Proof: Use definition. Z=X+Y. E[Z] = sum_e Pr(e) Z(e) = sum_e
Pr(e)*[X(e)+Y(e)]...
Really useful since allows to decompose complicated RVs into simple ones.
E.g., roll 10 dice - what is expected value of sum?
CARD SHUFFLING
--------------
Take a fresh deck of 52 cards and shuffle iuntil random. How many
cards do we expect to be at the same position as when they started?
Looking for expectation of an RV X. X = X_1 + .. X_52.
X_i = 1 if ith card ended where it started and 0 if not.
What is E[X_i]? What is E[X]?
GAMBLER'S ODDS PROBLEM
----------------------
Say you go into casino with $k. Say has fair games: at any time t can
bet some amount and for even money you have 50/50 chance of winning.
Say you have some strategy - determines how much to bet and when and
when to leave, but must leave by end of the day. What's best strategy
for highest expected amount by the end of the day?
* Let's define the random variable X_i to be the gain at time i. If X
is the random variable denoting the amount we win by the end of the
day, then X = X_1 + X_2 + ... + X_N, where N=#seconds in a day. Note
that these X_i's could be horribly dependent (e.g., depending on
whether you won or lost in your last bet, you might bet more or less).
Nonetheless, if we just look at one of the X_i, it's easy to see that
E[X_i] = 0. For instance: let p_ij be the overall probability that
you will bet j dollars at time at time i (which might be painful to
calculate, but that's ok, we don't need to).
So, E[X_i] = SUM_j[p_ij * (0.5*j + 0.5*(-j))] = 0.
Now, use linearity of expectation: E[X] = E[X_1 + ... + X_N] = E[X_1]
+ ... + E[X_N] = 0.
(Lesson: simplify by setting up simple random variables and using
linearity of expectation).
RANDOMIZED QUICKSORT
--------------------
Simple fast algorithm for sorting array of size n.
1) pick an element as pivot^*
(or halt if array has size 0 or 1)
2) split array into LESS, EQUAL, and GREATER by comparing each
element to the pivot.
3) recursively sort LESS and GREATER
*version 1: use leftmost element as pivot. But if input is already
sorted or reverse-sorted, can take Omega(n^2) time.
*version 2: "median of 3" (left, middle, right). What can we say
about worst-case time for that?
*RANDOMIZED-QUICKSORT: pick a *random* element as pivot.
Prove that for *any* input I of size n, expected time E[T(I)] = O(n log n).
Key point is bound is worst-case over inputs, and in expectation just
over internal randomization of algorithm.

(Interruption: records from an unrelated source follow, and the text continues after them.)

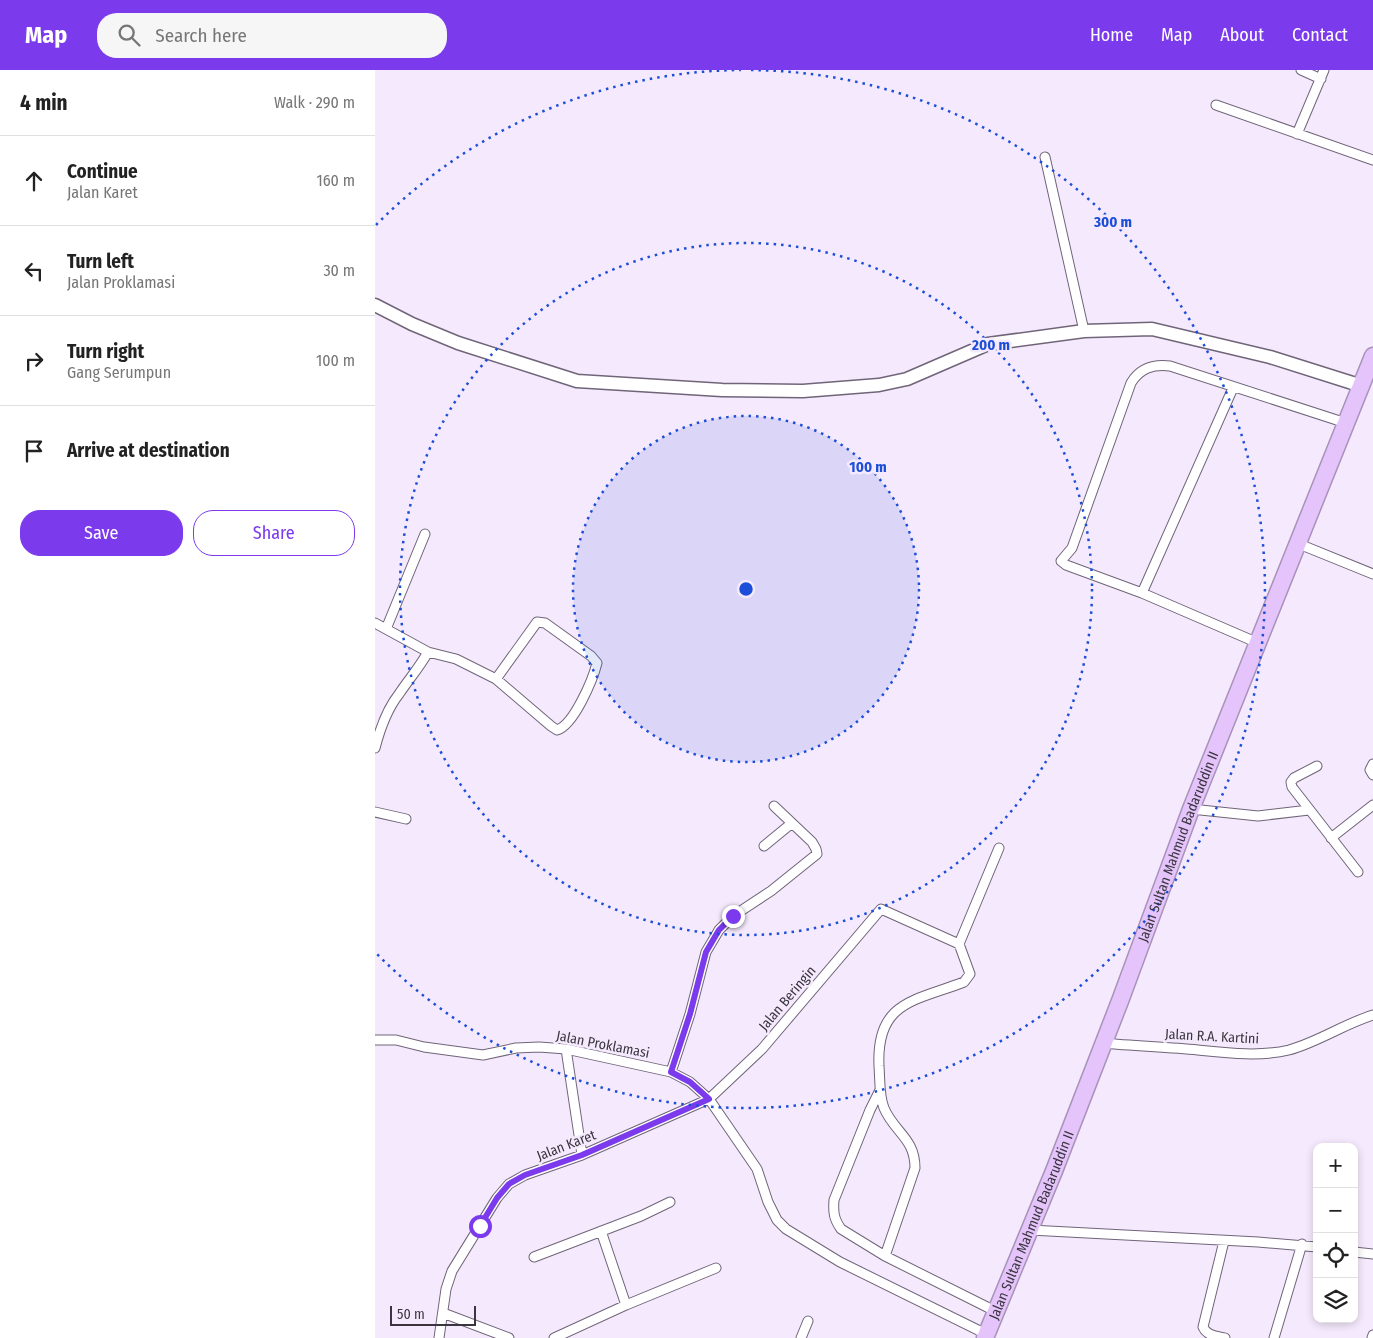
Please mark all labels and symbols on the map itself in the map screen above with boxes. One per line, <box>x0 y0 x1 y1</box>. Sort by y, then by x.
text: 300 m <box>1093 213 1132 231</box>
text: 200 m <box>971 336 1010 354</box>
text: 100 m <box>849 458 887 476</box>
centre of rings <box>737 580 755 598</box>
street label: Jalan Sultan Mahmud Badaruddin II <box>1135 749 1222 944</box>
route end <box>722 905 745 928</box>
street label: Jalan Beringin <box>755 962 819 1034</box>
street label: Jalan R.A. Kartini <box>1165 1026 1259 1047</box>
street label: Jalan Proklamasi <box>555 1027 651 1062</box>
street label: Jalan Karet <box>534 1126 598 1164</box>
street label: Jalan Sultan Mahmud Badaruddin II <box>985 1128 1078 1322</box>
route start <box>469 1215 492 1238</box>
scale bar <box>390 1303 476 1326</box>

To measure running time will count number of comparisons. Key to
analysis is to break our random variable X = total number of
comparisons down into simpler RVs
Define X_ij = 1 if we *did* directly compare the ith smallest and jth smallest
elements in the sorting process
= 0 if we *didn't*.
So, E[X_ij] = Pr(compare ith and jth smallest)
n n n n
* So, how can we write X? X = SUM SUM X_ij. So, E[X] = SUM SUM E[X_ij]
i=1 j=i+1 i=1 j=i+1
- denote ith smallest by e_i, jth smallest by e_j, and conceptually,
imagine lining the elements up in sorted order. If pivot we choose
is between e_i and e_j then these two end up in different buckets and we
*dont* compare them. If pick e_i or e_j as pivot then we *do*
compare them. If pick pivot < e_i or > e_j then both end up in same
bucket and we repeat. So, can think of as a dart game: we throw a
dart at random, and if outside the range we repeat, until we hit e_i
or e_j or something in-between at which point we stop. Pr(we end up
hitting e_i or e_j) = 2/(j-i+1). This is E[X_ij]. What does this
mean? If j=i+1, prob is 2/2. If j=i+2, prob is 2/3. j=i+3, prob is 2/4...
- So, have
n
SUM 2(1/2 + 1/3 + 1/4 + ... + 1/(n-i+1)).
i=1
<= SUM 2(H_n - 1), where H_n = 1 + 1/2 + 1/3 + ... + 1/n is called
the "nth harmonic number". H_n is in the range [ln(n), ln(n)+1]. Can
see that by thinking of as discrete version of the integral of 1/x.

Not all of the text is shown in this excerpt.